Saved data entries:
<<<<
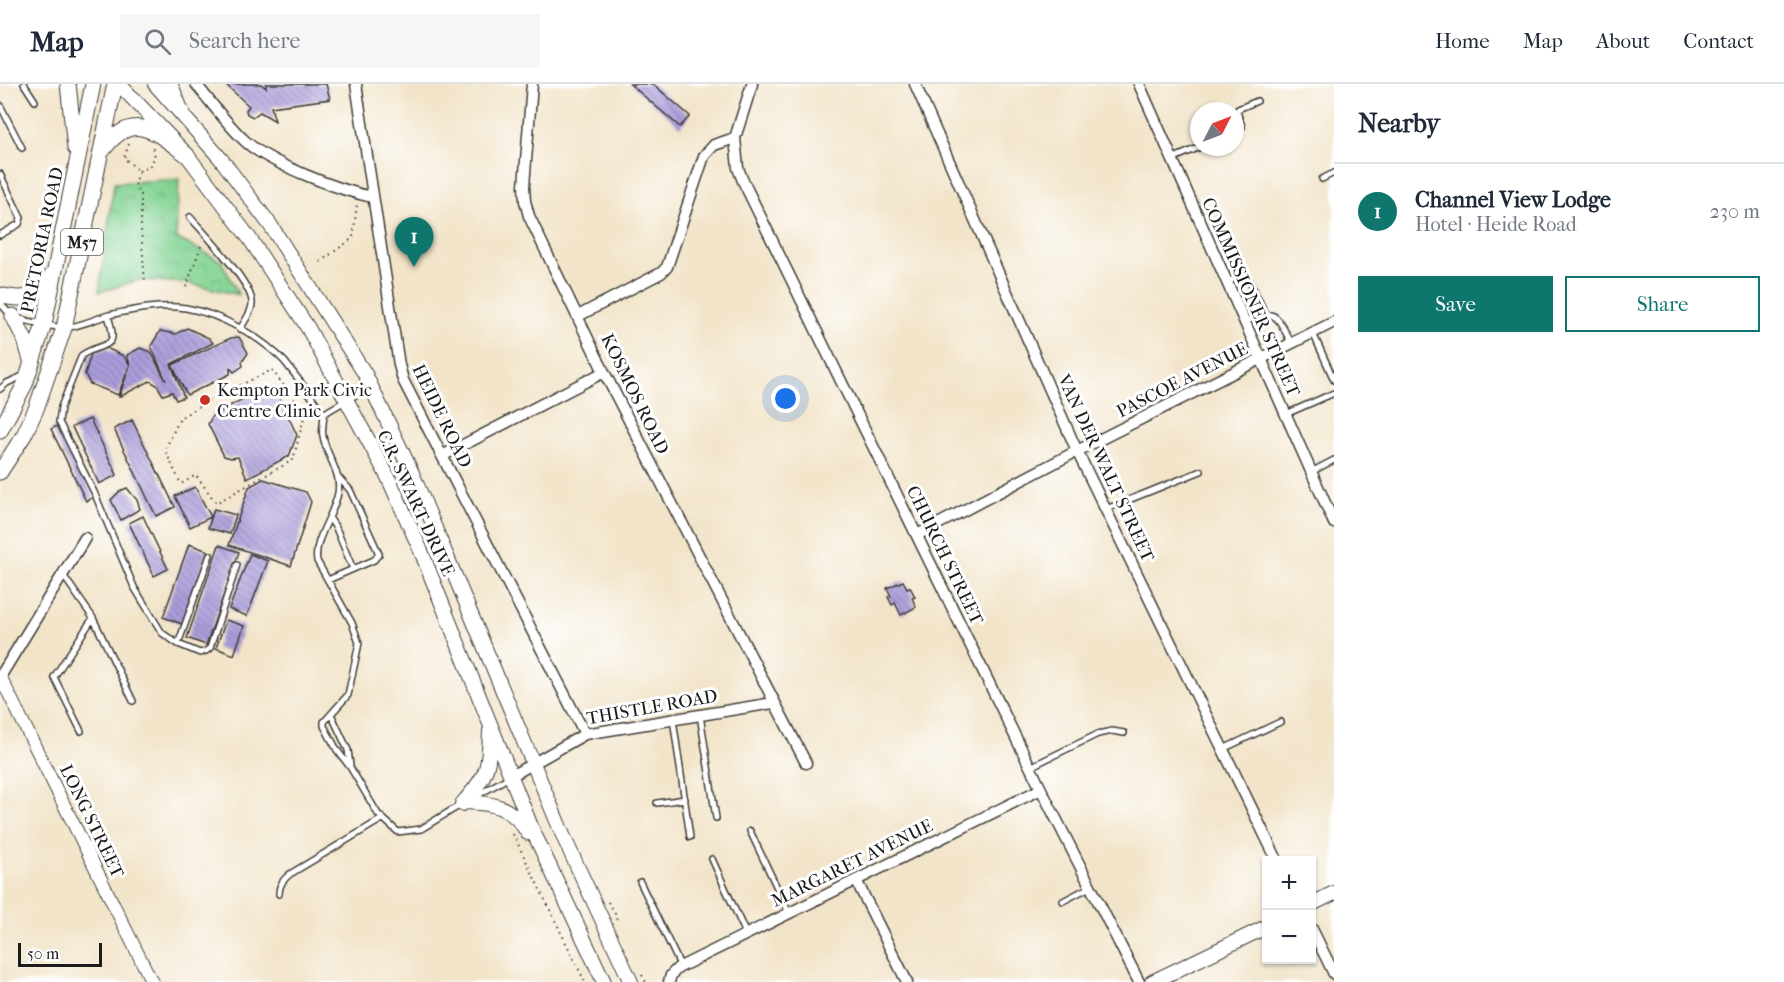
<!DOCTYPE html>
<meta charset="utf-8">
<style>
body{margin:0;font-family:"IM FELL French Canon",serif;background:#f6f6f7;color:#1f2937}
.controls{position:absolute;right:18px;bottom:18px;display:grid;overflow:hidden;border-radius:0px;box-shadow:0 2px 4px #0004}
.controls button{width:54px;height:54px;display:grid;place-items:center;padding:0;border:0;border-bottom:2px solid #e0e1e3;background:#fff;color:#1f2937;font:30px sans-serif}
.compass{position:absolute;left:1190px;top:18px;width:54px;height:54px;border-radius:50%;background:#fff;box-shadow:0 2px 4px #0004;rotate:48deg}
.scale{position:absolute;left:18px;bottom:15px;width:84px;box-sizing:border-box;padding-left:6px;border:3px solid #1c1c1c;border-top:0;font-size:16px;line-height:21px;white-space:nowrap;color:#1c1c1c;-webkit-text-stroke:4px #fff;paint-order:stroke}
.you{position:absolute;left:786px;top:315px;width:21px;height:21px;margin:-15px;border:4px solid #fff;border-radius:50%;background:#1a73e8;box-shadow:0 0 0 9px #1a73e833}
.badge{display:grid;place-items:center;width:39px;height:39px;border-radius:50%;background:#0f766e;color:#fff;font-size:20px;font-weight:700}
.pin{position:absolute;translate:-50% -50px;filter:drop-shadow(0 2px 3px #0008)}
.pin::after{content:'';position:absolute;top:32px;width:21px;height:18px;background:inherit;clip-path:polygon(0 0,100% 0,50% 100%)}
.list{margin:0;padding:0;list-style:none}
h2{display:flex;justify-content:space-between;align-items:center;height:78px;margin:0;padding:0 24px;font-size:26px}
h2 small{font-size:20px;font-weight:400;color:#747a83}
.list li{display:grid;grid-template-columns:39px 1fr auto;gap:18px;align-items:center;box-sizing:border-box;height:96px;padding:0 24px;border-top:2px solid #e0e1e3}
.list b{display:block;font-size:22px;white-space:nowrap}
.list p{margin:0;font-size:20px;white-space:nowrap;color:#747a83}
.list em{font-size:20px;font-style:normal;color:#747a83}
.actions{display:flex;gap:12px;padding:18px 24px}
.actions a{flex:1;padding:14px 0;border:2px solid #0f766e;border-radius:0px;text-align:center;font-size:21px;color:#0f766e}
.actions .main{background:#0f766e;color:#fff}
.icon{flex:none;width:33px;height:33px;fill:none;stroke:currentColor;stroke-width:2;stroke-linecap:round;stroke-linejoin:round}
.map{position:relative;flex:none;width:1334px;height:898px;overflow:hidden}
header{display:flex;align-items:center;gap:36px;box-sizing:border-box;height:84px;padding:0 30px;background:#fff;border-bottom:2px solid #e0e1e3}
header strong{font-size:28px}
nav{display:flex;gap:33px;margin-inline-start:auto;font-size:21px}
.search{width:420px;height:54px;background:#f6f6f7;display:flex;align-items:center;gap:15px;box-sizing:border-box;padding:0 21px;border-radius:0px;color:#747a83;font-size:22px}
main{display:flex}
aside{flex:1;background:#fff}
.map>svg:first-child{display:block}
.park{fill:url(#park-crowns);stroke:#507858;stroke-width:1.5}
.building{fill:url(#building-back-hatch)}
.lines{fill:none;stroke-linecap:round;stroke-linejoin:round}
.service-casing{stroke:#3c3a36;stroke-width:8}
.minor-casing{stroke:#3c3a36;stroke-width:13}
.tertiary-casing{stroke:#3c3a36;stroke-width:14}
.secondary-casing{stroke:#3c3a36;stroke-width:16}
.primary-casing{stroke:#3c3a36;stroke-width:17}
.path{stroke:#3c3a36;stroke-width:2;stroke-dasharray:1.5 4.5;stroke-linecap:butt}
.service{stroke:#fff;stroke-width:5}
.minor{stroke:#fff;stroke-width:10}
.tertiary{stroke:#fff;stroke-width:12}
.secondary{stroke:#fff;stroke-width:14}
.primary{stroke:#fff;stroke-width:15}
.poi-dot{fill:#c8321e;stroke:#fff;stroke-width:2}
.labels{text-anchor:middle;stroke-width:6;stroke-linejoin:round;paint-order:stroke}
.shield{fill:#fff;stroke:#606060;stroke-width:1.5}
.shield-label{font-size:16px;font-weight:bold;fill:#1c1c1c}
.street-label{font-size:18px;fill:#1c1c1c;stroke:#fff}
.poi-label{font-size:18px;fill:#1c1c1c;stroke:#fff;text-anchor:start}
</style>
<header>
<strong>Map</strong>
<div class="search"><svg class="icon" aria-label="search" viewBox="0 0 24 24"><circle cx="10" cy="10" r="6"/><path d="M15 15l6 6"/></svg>Search here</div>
<nav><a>Home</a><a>Map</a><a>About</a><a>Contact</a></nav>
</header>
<main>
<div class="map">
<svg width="1334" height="898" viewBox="0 0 1334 898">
<defs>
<pattern id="park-crowns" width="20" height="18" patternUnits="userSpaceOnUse" patternTransform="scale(1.5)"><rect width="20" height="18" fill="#84d494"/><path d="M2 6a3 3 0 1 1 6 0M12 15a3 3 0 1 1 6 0" fill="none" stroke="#71b57f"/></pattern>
<pattern id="building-back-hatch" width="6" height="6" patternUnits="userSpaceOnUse" patternTransform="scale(1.5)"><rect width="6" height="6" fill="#ac9ddb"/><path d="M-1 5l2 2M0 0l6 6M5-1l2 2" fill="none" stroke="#8b7fb1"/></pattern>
</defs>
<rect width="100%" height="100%" fill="#fff"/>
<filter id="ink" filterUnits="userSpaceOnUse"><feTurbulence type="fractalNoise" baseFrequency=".0167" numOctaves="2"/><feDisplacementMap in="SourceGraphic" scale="12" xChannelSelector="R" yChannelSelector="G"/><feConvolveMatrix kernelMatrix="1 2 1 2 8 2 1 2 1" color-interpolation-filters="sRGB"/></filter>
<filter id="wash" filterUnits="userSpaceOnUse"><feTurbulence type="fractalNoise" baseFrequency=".008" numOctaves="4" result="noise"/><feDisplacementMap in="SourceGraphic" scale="24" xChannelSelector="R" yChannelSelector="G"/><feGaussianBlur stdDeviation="1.35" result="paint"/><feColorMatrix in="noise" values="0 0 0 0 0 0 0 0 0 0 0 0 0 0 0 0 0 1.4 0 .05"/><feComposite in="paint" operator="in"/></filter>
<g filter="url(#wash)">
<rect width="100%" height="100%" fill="#f2e4c9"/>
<path class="park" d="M179,95L176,154L221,177L239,211L187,199L140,196L99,208L114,99Z"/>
<g id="blocks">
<path class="building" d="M225,0H261L266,4V0H326L330,15L271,23L275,37L260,28L253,33L247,30L246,26L249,22Z
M630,0H653L690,32L680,43Z
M187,244L209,254L213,259L171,280L184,313L176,316L172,308L163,311L157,301L150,297L119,313L130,281L127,271L140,264L151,268L166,297L151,262L160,247L176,250Z
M239,253L248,269L242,278L243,282L234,288L230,284V290L187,311L172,281L231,254Z
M106,264L124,272L130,281L118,311L90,300L85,290L91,270Z
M263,304L277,309L297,351L289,372L247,394L238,373L231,374L224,372L208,340L213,331Z
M90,335L117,391L99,400L72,343Z
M132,336L175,423L156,432L114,345Z
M59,341L94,413L86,417L51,345Z
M263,395L306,408L311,418L291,482L229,461L249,403Z
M195,403L211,433L190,443L175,412Z
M127,404L137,416L140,425L121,436L111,416L120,407Z
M214,425L236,431L230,450L208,444Z
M143,432L168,485L154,492L129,439Z
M189,460L208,467L182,540L163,533Z
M219,461L239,468L206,561L187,554Z
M250,470L268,477L247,532L229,525Z
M903,497L907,504L910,503L915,513L912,514L916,523L901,531L895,519L892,521L888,513L891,512L887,504Z
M226,536L244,542L234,571L216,564Z"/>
</g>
</g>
<g filter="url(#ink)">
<use href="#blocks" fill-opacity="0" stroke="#3c3a36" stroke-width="1.5"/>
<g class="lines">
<g class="service-casing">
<path id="service" d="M24,0L35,17
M0,21L22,64
M1235,48L1242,43L1237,27L1238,25L1257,17
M1172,75L1200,63
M0,90L21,134L19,140L0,151
M1322,95L1334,89
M190,133C203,148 254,201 252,220C252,228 244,238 240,245
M1227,198L1241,192H1247L1265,229
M0,218C10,236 28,237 47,241C53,242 59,244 65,244C80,242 95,235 109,231C133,226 161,220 186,224C221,230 261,253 285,278C291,286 320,322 323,330C325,336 321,345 323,352C326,372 342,388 338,409C334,431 313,456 317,477L352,539L359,559L348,611L324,638V642L337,666L350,683L378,730L398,748L421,745L462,720
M108,232C120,268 105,256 82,271L61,323L59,338L94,408L134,503L162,549L178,560L200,569L206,567L210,564L237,481
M1244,238C1278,224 1275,230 1292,260
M1313,249L1334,296
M0,305L7,299L25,291
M323,330L369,303
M1286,330L1334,309
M1311,388L1334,376
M1106,425L1201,387
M330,435L336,444L353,485
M63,491L93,534L133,617
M328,496L374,476L379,470L350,406L339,394
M178,560L210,471
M331,630L348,666L350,681
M700,631L716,734
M673,635L690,753
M81,647L54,593L93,534
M1223,665L1280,638
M1030,683L1098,650L1112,647L1124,649
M473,714L509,693
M657,719L685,715
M750,747L789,829
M712,775L746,850
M640,798L681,883
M279,810C279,801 283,796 290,790L382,735
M1063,817L1090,803"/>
</g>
<g class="minor-casing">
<path id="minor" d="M196,0C211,19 227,40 245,57C270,80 339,106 372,113
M356,0L399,281L403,296L585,650
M532,0L524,102L525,117L529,132L604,288L806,679
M752,0L735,54L738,84L743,97L1041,705L1139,898
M915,0L1077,367L1277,776
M1139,0L1334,439
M578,232L661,189L667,183L704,72L714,61L735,54
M442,372L604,288
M917,451L1077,367L1334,238
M0,593L85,454
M511,692L585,650L773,619
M856,796L907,898
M1312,845L1334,890
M669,898L671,891L678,884L1041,705"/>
</g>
<g class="tertiary-casing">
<path id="tertiary" d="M0,592L152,898"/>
</g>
<g class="secondary-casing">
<path id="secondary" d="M119,0L187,71L250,155L308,244L347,317L388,393L421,467L532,745L604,898
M155,0L221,75L271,142L365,290L412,389L565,756L631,898
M466,718C495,719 512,723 528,749
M462,720C488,691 489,685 490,647
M1312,820L1334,809
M1152,898L1266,843"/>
</g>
<g class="primary-casing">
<path id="primary" d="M68,0L75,64
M170,0L182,29
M103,66C133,25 155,48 187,71
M0,211C29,219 34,212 53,190
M13,232L25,256L32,279
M0,347L25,300L44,240L93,0
M0,388L24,351L36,325L64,244L115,0"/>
</g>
<path class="path" d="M129,60L124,74L139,87C135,96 133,103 141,111V145L145,199
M139,87L149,83L155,73L153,63
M320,178L353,154L357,120
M186,203L201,162
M272,286L305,330L293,376L216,419L196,391L181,400L165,366L180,334L207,317Z
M513,750L585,898
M608,818L615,829L617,837
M642,891L646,898"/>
<use href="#service" class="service"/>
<use href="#minor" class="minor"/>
<use href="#tertiary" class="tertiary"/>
<use href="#secondary" class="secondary"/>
<use href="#primary" class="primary"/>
</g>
</g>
<circle class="poi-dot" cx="205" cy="316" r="6"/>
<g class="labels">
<rect class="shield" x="61" y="145" width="42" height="26" rx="4.5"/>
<g class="shield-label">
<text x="82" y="164">M57</text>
</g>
<g class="street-label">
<text transform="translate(42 156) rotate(-78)" y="6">PRETORIA ROAD</text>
<text transform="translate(1251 213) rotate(66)" y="6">COMMISSIONER STREET</text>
<text transform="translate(1182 296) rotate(-27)" y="6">PASCOE AVENUE</text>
<text transform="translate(635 310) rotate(64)" y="6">KOSMOS ROAD</text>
<text transform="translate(442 332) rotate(64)" y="6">HEIDE ROAD</text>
<text transform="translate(1106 384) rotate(65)" y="6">VAN DER WALT STREET</text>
<text transform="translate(416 419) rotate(65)" y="6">C.R. SWART DRIVE</text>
<text transform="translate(945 471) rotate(64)" y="6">CHURCH STREET</text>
<text transform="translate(652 623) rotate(-10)" y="6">THISTLE ROAD</text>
<text transform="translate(92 737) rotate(64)" y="6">LONG STREET</text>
<text transform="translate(852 779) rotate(-26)" y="6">MARGARET AVENUE</text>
</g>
<g class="poi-label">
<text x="217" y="312">Kempton Park Civic<tspan x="217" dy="21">Centre Clinic</tspan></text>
</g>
</g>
</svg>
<div class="controls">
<button>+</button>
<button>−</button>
</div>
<svg class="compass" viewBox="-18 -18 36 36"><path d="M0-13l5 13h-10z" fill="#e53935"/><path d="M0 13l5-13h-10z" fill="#747a83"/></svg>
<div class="scale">50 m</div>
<div class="you"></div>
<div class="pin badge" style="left:414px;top:183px">1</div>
</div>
<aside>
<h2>Nearby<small></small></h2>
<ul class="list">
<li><span class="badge">1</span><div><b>Channel View Lodge</b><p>Hotel · Heide Road</p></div><em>230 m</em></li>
</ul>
<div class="actions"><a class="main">Save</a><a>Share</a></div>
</aside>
</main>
>>>>
Wherever the string "paint" appears in a line of the records above, copy that line.

.scale{position:absolute;left:18px;bottom:15px;width:84px;box-sizing:border-box;padding-left:6px;border:3px solid #1c1c1c;border-top:0;font-size:16px;line-height:21px;white-space:nowrap;color:#1c1c1c;-webkit-text-stroke:4px #fff;paint-order:stroke}
.labels{text-anchor:middle;stroke-width:6;stroke-linejoin:round;paint-order:stroke}
<filter id="wash" filterUnits="userSpaceOnUse"><feTurbulence type="fractalNoise" baseFrequency=".008" numOctaves="4" result="noise"/><feDisplacementMap in="SourceGraphic" scale="24" xChannelSelector="R" yChannelSelector="G"/><feGaussianBlur stdDeviation="1.35" result="paint"/><feColorMatrix in="noise" values="0 0 0 0 0 0 0 0 0 0 0 0 0 0 0 0 0 1.4 0 .05"/><feComposite in="paint" operator="in"/></filter>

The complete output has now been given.